Troisièmement, je ne comprends pas très bien ce que cherchent à accomplir concrètement ceux qui appuient la violence. Ils ne peuvent assurément pas espérer rendre le public plus sympathique aux intérêts des animaux nonhumains. Il est même possible que le contraire soit vrai et que ces réactions aient davantage d’effets négatifs au niveau de la perception du public. Nous vivons dans un monde où pratiquement tous les gens qui peuvent se permettre de manger des produits animaux le font. Un tel monde n’est pas un contexte dans lequel la violence peut être interprétée autrement que d’une manière négative.
En d’autres mots, dans un monde dans lequel manger des produits animaux est considéré par la plupart des gens comme quelque chose d’aussi « naturel » ou « normal » que de boire de l’eau ou respirer de l’air, les actes violents ont bien des chances d’être perçus comme rien d’autre que des actes de démence et ne feront rien pour faire progresser la réflexion sociale sur la question de l’exploitation des animaux.
L’exploitation animale est omniprésente dans notre société.
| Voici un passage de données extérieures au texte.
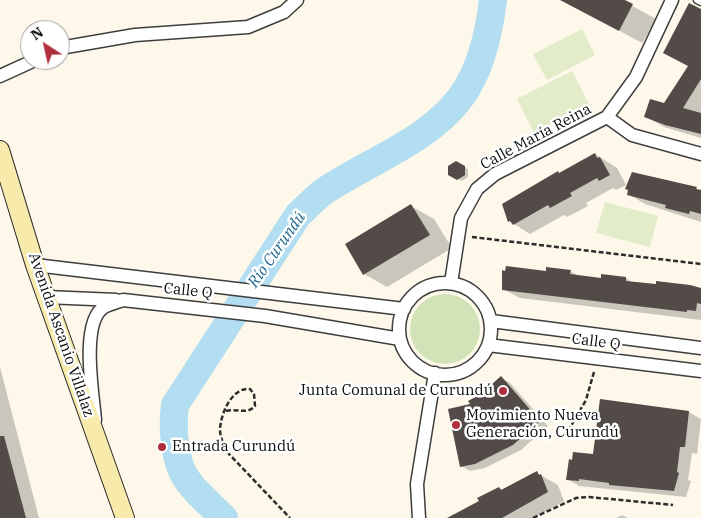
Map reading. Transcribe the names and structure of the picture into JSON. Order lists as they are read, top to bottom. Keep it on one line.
{"streets":{"main road":["Avenida Ascanio Villalaz"],"street":["Calle María Reina","Calle Q"]},"crossings":[["Calle María Reina","Calle Q"],["Calle Q","Avenida Ascanio Villalaz"]],"water":["Río Curundú"],"places":["Junta Comunal de Curundú","Movimiento Nueva Generación, Curundú","Entrada Curundú"],"north":"top left"}
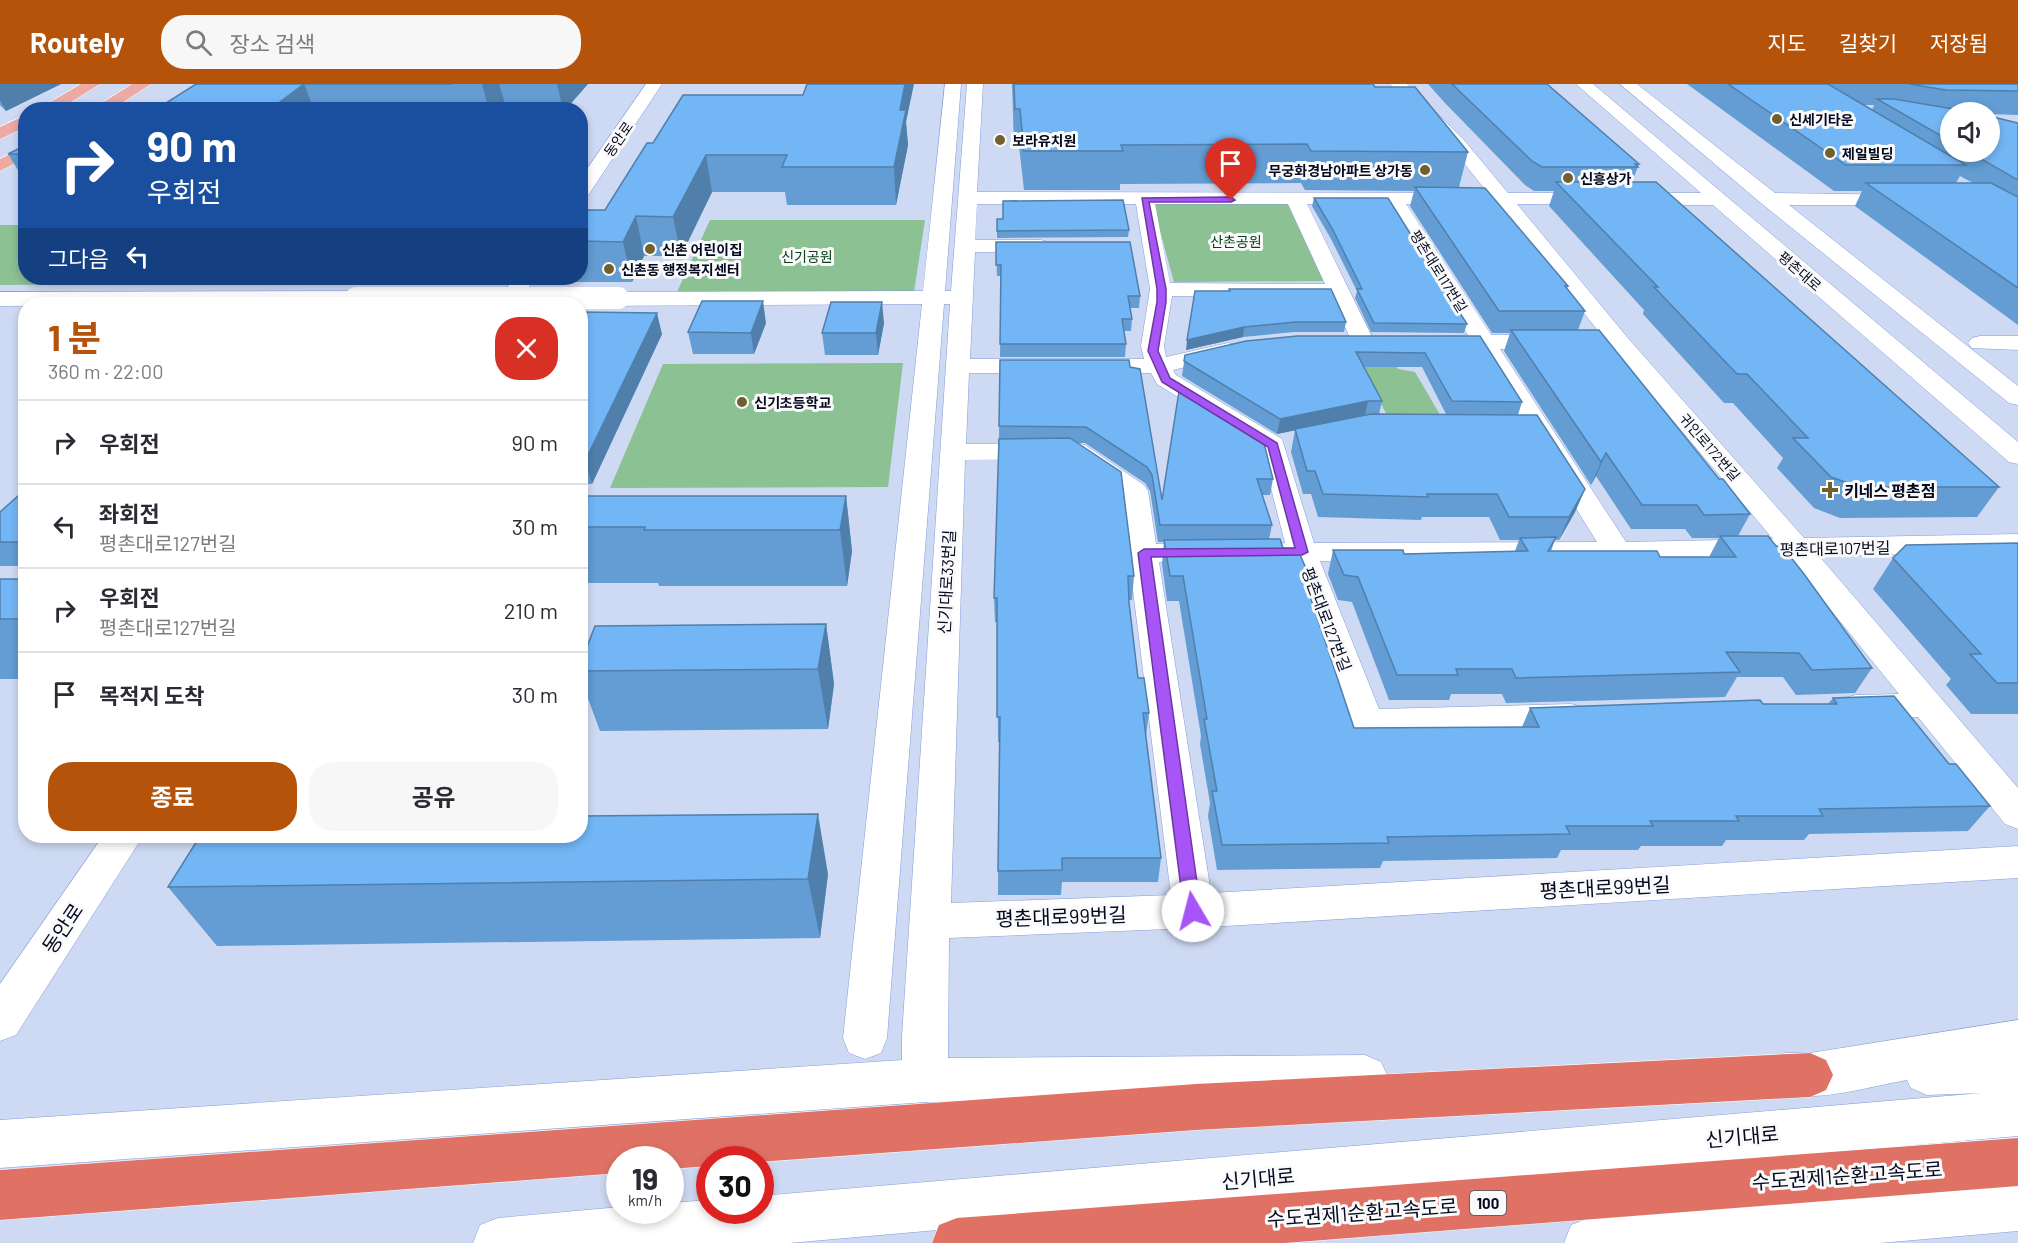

Et cela est le cas parce que nous croyons que la fin (les supposés bénéfices que nous obtenons grâce à l’utilisation des animaux) justifie les moyens (l’imposition de souffrance et la mise à mort de milliards de nonhumains chaque année), et parce que nous traitons les animaux exclusivement comme des marchandises et ignorons leur valeur inhérente. On ne peut sérieusement espérer corriger cette situation en se servant de ces notions pour justifier la violence contre les humains.
Le fait qu’au moins certains des « défenseurs des animaux » qui approuvent le recours à la violence ne soient pas végans est profondément déroutant. Ces personnes se soucient des animaux à un point tel qu’elles défendent la possibilité de blesser les humains qui les exploitent, mais semblent ne pas pouvoir eux-mêmes cesser d’exploiter des nonhumains.
La conclusion est claire. La seule façon d’agir qui pourrait peut-être avoir un jour un impact significatif sur le problème est l’éducation vraiment pacifiste. Et cela commence par la décision que chacun d’entre nous doit prendre de devenir végan et de rejeter la violence dirigée contre les animaux dans nos propres vies, et d’ensuite éduquer les autres, de manière créative et non-violente, à propos de la nécessité d’embrasser le véganisme.
Je compte discuter cette question plus en profondeur à l’occasion de prochains essais, mais je voulais partager avec vous certaines réflexions préliminaires.